### [YOUR INSTRUCTIONS]
Using the records below, locate all lines containing "none" and return them.

[Stored items from a collection]
# # # # # # #
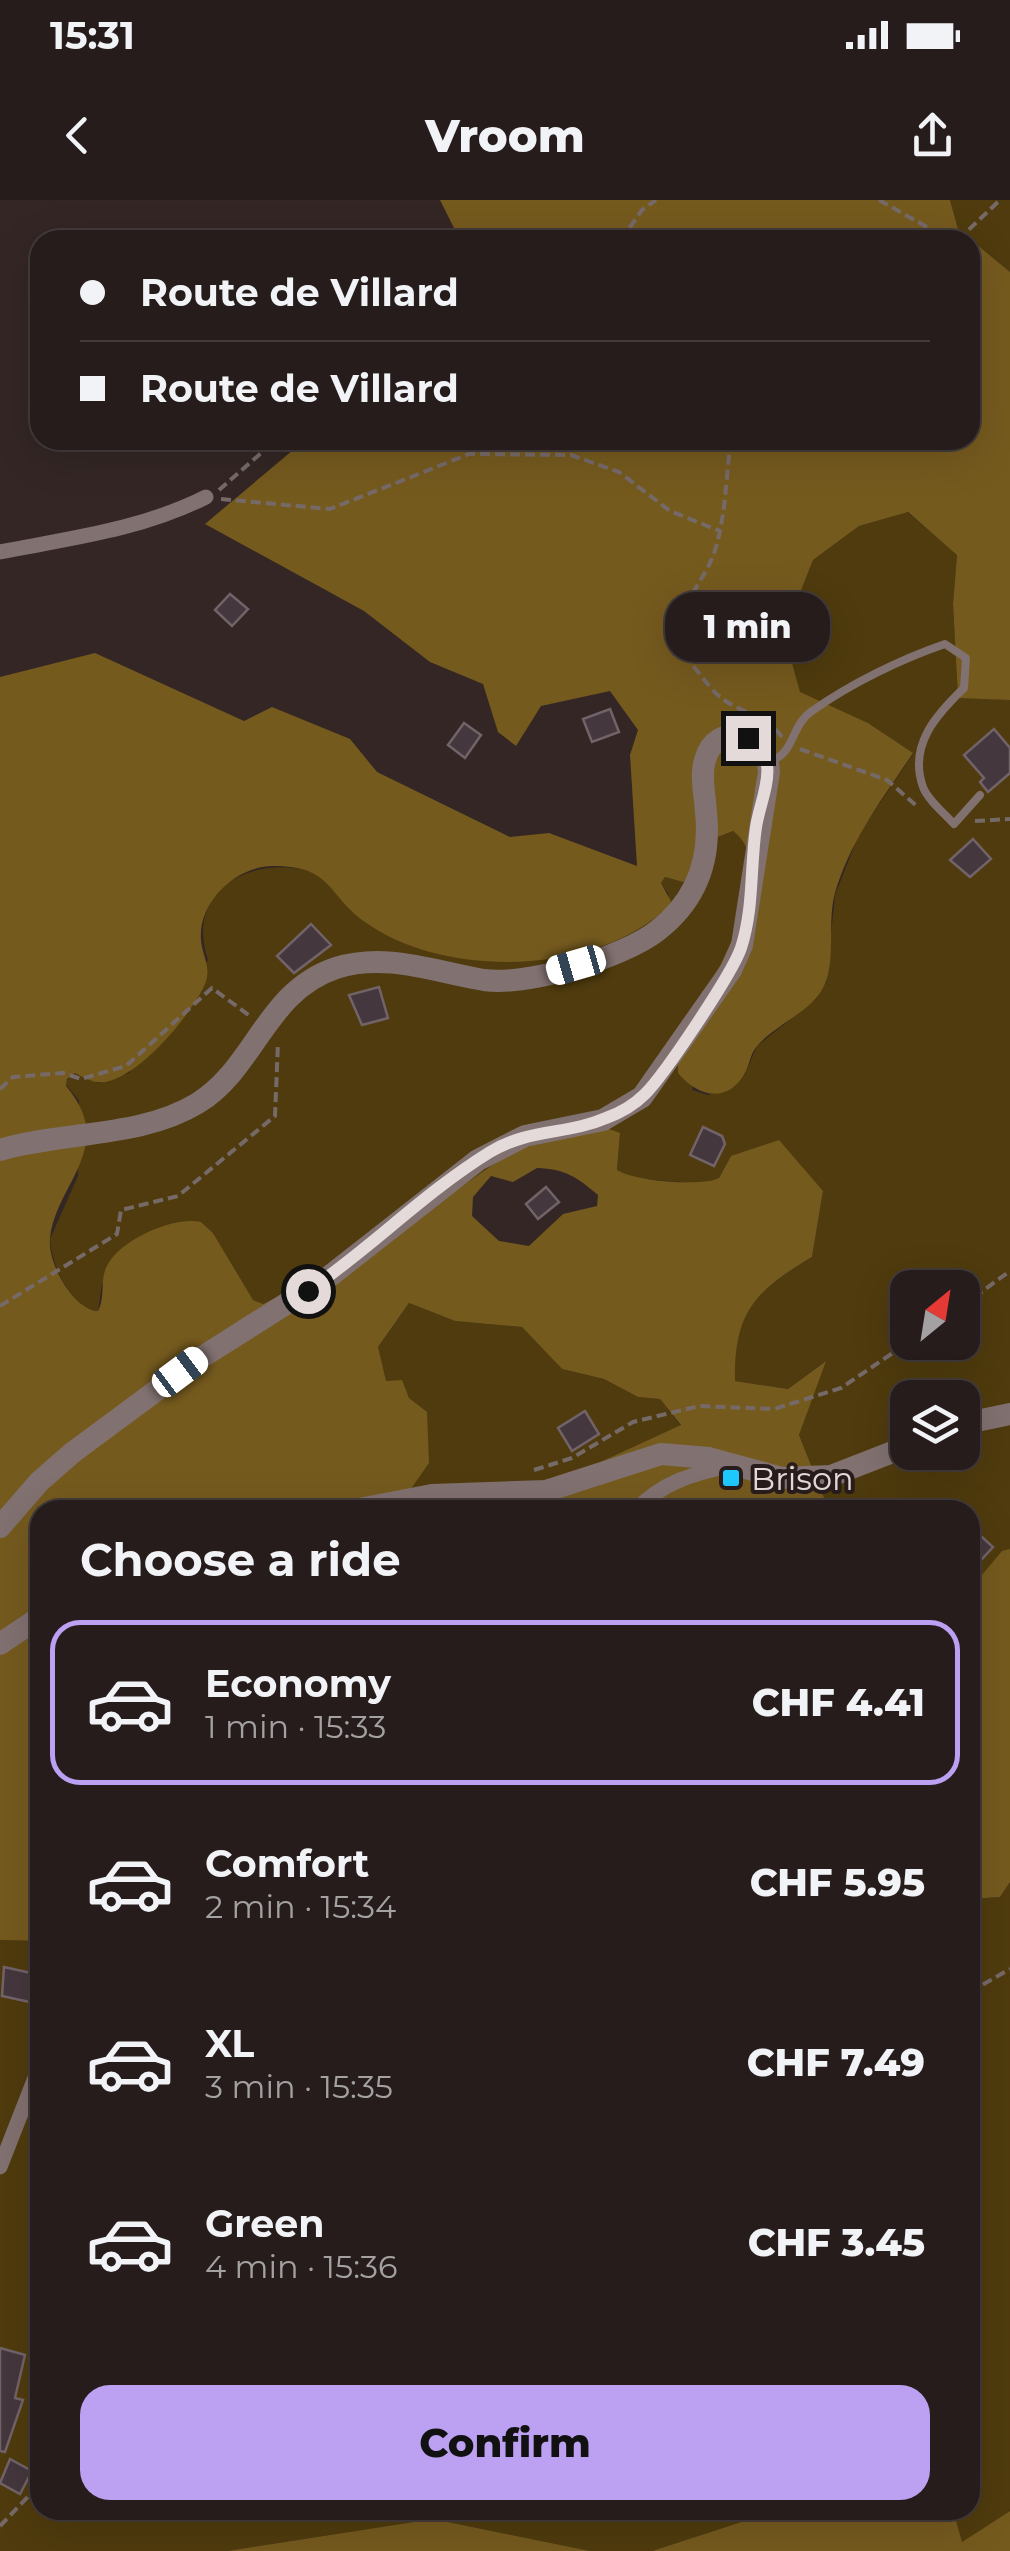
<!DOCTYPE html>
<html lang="en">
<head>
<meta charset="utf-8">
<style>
  body { margin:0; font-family:Montserrat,sans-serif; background:#322929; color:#f1f3f6; height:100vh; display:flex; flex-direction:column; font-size:38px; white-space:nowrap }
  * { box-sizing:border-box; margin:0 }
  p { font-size:32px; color:#a4a1a3 }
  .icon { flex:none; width:55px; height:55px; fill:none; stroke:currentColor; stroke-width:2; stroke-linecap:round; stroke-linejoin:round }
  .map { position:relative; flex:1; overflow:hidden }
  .details { position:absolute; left:30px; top:1300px; width:950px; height:1020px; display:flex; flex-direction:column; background:#261c1c; border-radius:30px; box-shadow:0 10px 40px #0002,0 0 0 2px #423a3b }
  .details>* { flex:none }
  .hud { position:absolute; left:30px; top:30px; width:950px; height:220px; border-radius:30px; box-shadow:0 10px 40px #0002,0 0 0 2px #423a3b; display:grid; align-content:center; height:220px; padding:0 50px; background:#261c1c }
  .needle { width:65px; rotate:30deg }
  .buttons { position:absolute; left:890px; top:1070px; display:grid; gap:20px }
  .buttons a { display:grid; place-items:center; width:90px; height:90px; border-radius:20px; background:#261c1c; box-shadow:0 10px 40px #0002,0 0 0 2px #423a3b; font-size:50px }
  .end { position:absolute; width:45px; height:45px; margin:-22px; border:12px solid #e4dada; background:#111; box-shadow:0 0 0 5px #111 }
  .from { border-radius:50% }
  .bubble { position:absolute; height:70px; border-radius:30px; background:#261c1c; box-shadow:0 10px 40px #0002,0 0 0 2px #423a3b; font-size:32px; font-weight:800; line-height:70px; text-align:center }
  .car { position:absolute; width:30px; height:60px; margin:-30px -15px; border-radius:12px; box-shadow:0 0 8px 2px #0007; background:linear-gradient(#fff 24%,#345 0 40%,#fff 0 76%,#345 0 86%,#fff 0) }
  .hud b { display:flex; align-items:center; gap:35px; height:95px; font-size:38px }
  .hud b+b { border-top:2px solid #423a3b }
  .hud i { width:25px; height:25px; background:#f1f3f6 }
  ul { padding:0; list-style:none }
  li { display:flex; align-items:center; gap:30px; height:165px; margin:0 20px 15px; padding:0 30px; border:5px solid transparent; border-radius:30px }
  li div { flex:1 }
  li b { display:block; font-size:38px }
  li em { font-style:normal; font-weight:800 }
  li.on { border-color:#bca0f2 }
  li>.icon { width:90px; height:90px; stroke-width:1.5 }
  h2 { padding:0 50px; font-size:45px; line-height:120px }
  .action { display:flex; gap:20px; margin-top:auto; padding:20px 50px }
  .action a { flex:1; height:115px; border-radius:30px; background:#bca0f2; color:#111; font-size:40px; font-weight:800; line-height:115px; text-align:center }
  .status { display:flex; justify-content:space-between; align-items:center; height:70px; padding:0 50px; background:#261c1c; direction:ltr }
  .status svg { height:28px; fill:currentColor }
  header { display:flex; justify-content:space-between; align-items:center; height:130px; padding:0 50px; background:#261c1c; font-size:45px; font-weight:800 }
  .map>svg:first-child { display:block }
  .green { fill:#4f3b0d; fill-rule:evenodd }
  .forest { fill:#755a1e; fill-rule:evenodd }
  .building { fill:#44373d; stroke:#726369; stroke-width:2.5 }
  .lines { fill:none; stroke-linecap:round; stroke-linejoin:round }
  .path { stroke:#766a69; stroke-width:4; stroke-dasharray:10 5; stroke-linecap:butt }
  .lane { stroke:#817170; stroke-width:8 }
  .street { stroke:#817170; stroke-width:15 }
  .secondary { stroke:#817170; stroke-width:22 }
  .route { stroke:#e4dada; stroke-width:12 }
  .poi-dot { fill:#1ec9fd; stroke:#291c1c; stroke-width:4 }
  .labels { text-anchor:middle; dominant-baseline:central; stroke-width:8; stroke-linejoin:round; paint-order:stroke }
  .poi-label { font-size:32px; fill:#e4dada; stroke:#291c1c; text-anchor:start }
</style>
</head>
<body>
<div class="status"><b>15:31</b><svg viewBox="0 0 49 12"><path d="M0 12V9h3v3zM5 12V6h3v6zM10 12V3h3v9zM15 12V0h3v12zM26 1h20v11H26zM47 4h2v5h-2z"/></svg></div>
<header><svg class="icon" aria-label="back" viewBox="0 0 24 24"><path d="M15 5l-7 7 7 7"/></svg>Vroom<svg class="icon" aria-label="share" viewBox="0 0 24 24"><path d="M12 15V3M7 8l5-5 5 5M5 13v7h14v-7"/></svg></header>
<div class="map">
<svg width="1010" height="2351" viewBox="0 0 1010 2351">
  <rect width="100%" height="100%" fill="#332625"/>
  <path class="green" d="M950,0H1010V72L958,29Z
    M907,312L957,354L953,404L958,497L1010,500V1349L1002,1352L970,1389V1310H829L799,1235L824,1162L788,1189L735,1181C733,1112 755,1091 812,1057L823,991L731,956L719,978L710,984L627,978L617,971L620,934L467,984L381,1043L263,1104L253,1101L213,1033L201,1022L102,1084L98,1111C71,1109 51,1064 50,1039L78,976L79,900L66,885L67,880L75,873L98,883L129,873L208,760C185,693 246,657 305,670C333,676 344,707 367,723C434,769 535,772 609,742C630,733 651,710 669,695L661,683L665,677L683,682L715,638L733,631L746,640L749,679L692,890L708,895L731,888L745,874L757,846L816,799L826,783L835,695L859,634L913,554L868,523L800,493L784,434L813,360L859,326ZM908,1088H962V1142H908ZM908,1198H962V1252H908Z
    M409,1103L455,1121L522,1127L562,1169L604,1179L638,1197L660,1199L681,1226L583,1270L517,1287L407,1294L378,1147Z
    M1010,1682V2311L961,2343L953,2310H970V1699L1000,1697Z
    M0,1740L40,1741V2310H762L761,2316L652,2351H590L433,2319L227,2351H0Z"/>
  <path class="forest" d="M440,0H950L958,29L1010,72V500L958,498L953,404L957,355L908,312L859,326L813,360L784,434L800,492L868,523L913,553C883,598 850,641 835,693C827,721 836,757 825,784C814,811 776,824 758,845C750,853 750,864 745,873C727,905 697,896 678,873C678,863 678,851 681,842C699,797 788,671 733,631L715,638L702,677L683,682L665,677L661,683L672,703C601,776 445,780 365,722C326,694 333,666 273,666C237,666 198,701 201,740C202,756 212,767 205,784C193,813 132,888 96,882C90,881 81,876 75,873L67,879L66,886C118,947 56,983 50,1038C47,1062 73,1110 98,1111C106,1097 99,1078 108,1064C122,1039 174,1016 201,1022L213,1033L253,1100L263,1104L381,1043L514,950L606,928L620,933L617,970C632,981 704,987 719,978L731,956L779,940L823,991L812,1057C755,1091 734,1112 735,1181L788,1189L826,1161L799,1235L829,1310H40V1741L0,1740V477L95,453L244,521L272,507L350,539L377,572L510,637L549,633L637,666L630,555L638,530L610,491L541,506L516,546L498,532L483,484L430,462L364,411L205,324L305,240H970V40H460ZM537,968C565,969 577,977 598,995L597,1006L563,1014L529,1046L499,1041L472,1016L473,997L491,976L513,982ZM409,1103L455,1121L522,1127L562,1169L604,1179L638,1197L660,1199L681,1225L583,1270L517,1287L408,1293L429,1263L427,1212L409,1198L402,1180L386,1181L378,1147Z
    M1010,1349V1682L1000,1697L970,1699V1389L1002,1351Z
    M762,2310H953L962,2342L1010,2311V2351H652L760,2316Z
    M433,2319L590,2351H227Z"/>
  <path class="building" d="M230,394L248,409L232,426L215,410Z
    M610,509L619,532L592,542L583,519Z
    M464,523L481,535L465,558L448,545Z
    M994,529L1010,548V573L988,592L980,582L984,578L964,555Z
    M973,639L991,659L970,677L950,660Z
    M311,724L331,745L294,773L277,756Z
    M379,787L388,818L362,825L349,795Z
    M703,927L722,936L725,944L714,966L690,955Z
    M546,987L559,1002L538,1019L526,1004Z
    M585,1211L599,1234L572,1251L558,1228Z
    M970,1326L993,1347L970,1372Z
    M4,1767L40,1775L34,1803L2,1796Z
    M0,2148L25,2155L15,2198L23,2200L5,2252L0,2251Z
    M10,2259L32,2271L20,2294L0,2283Z"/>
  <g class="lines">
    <path class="path" d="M879,0L950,40
      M621,40L642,10L656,0
      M958,40L1000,0
      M731,240C726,275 726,313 716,347C702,396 652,418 698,472C705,481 715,494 724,500C746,515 765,514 782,537
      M219,290L276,240
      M221,299L330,309L469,254L571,255L619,272L670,311L720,331
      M800,549L887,580L919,608
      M975,621L1010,619
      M0,889L13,877L63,873L81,879L126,866L212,788L250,816
      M0,1106L117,1034L121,1010L178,996L275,916L278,843
      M962,1106L1010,1071
      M534,1270L572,1258L633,1222L699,1206L774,1209L841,1188L909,1142
      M970,1792L1010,1769
      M0,2326L40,2284"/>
    <path class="lane" d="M769,562C796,553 790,526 812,511C850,484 901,459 945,444L966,458L964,488C937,514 908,545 923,587C927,599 945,614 954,624L980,595"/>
    <path class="street" d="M0,352C71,338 140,330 206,297
      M636,1310C663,1282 692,1274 729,1266
      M0,1967L40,1865"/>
    <path class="secondary" d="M0,950C63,931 141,938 198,903C255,868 266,791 336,768C386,752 435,772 484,780C527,786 622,758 657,731C696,701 711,660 706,612C705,595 700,576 705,560C716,519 768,534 769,572L742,745L731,770L642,897L603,920L525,936L478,960L330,1076L199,1159L72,1253L39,1282L0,1327
      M962,1224L1010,1214
      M354,1310L432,1295L546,1291L661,1254L709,1258L782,1278L831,1276L908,1246
      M0,1444L40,1417"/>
  </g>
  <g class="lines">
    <path class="route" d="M308,1091C371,1048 425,992 490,952C530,928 567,935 606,918C620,913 634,905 645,894C665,874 732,774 741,748C754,708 750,668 756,627C761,595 783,559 748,538"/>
  </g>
  <rect class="poi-dot" x="721" y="1268" width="20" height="20" rx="5"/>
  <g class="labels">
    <g class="poi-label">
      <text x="751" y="1278">Brison</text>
    </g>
  </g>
</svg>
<div class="buttons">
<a><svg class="needle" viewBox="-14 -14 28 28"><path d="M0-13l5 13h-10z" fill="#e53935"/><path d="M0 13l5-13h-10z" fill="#a4a1a3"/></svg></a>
<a><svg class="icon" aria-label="layers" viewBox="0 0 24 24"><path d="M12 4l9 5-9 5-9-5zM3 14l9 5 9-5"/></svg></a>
</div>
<i class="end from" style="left:308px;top:1091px"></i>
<i class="end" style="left:748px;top:538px"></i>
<div class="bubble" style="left:665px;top:392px;width:165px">1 min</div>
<i class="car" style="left:576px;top:765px;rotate:254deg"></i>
<i class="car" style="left:180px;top:1172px;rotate:53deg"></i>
<div class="hud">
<b><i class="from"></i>Route de Villard</b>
<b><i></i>Route de Villard</b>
</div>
<section class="details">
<h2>Choose a ride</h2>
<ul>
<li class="on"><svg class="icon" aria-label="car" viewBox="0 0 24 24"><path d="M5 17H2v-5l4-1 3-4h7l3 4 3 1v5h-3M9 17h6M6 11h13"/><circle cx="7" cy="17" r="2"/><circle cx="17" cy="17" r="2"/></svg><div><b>Economy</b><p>1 min · 15:33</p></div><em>CHF 4.41</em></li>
<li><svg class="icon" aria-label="car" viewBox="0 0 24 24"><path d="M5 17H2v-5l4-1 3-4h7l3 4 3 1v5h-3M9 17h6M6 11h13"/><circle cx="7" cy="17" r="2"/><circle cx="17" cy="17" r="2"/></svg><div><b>Comfort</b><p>2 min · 15:34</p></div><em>CHF 5.95</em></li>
<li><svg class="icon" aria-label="car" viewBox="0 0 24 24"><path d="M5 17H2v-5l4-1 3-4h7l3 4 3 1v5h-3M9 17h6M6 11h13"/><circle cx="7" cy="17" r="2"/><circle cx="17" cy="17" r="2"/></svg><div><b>XL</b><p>3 min · 15:35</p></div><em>CHF 7.49</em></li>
<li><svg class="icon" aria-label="car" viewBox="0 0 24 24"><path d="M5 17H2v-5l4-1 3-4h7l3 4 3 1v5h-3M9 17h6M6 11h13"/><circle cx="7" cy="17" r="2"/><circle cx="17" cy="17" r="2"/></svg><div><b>Green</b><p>4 min · 15:36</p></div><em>CHF 3.45</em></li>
</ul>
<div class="action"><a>Confirm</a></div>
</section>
</div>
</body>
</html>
# # # # # # #
### [RESPONSE TO THE EXERCISE]
  .icon { flex:none; width:55px; height:55px; fill:none; stroke:currentColor; stroke-width:2; stroke-linecap:round; stroke-linejoin:round }
  .details>* { flex:none }
  ul { padding:0; list-style:none }
  .lines { fill:none; stroke-linecap:round; stroke-linejoin:round }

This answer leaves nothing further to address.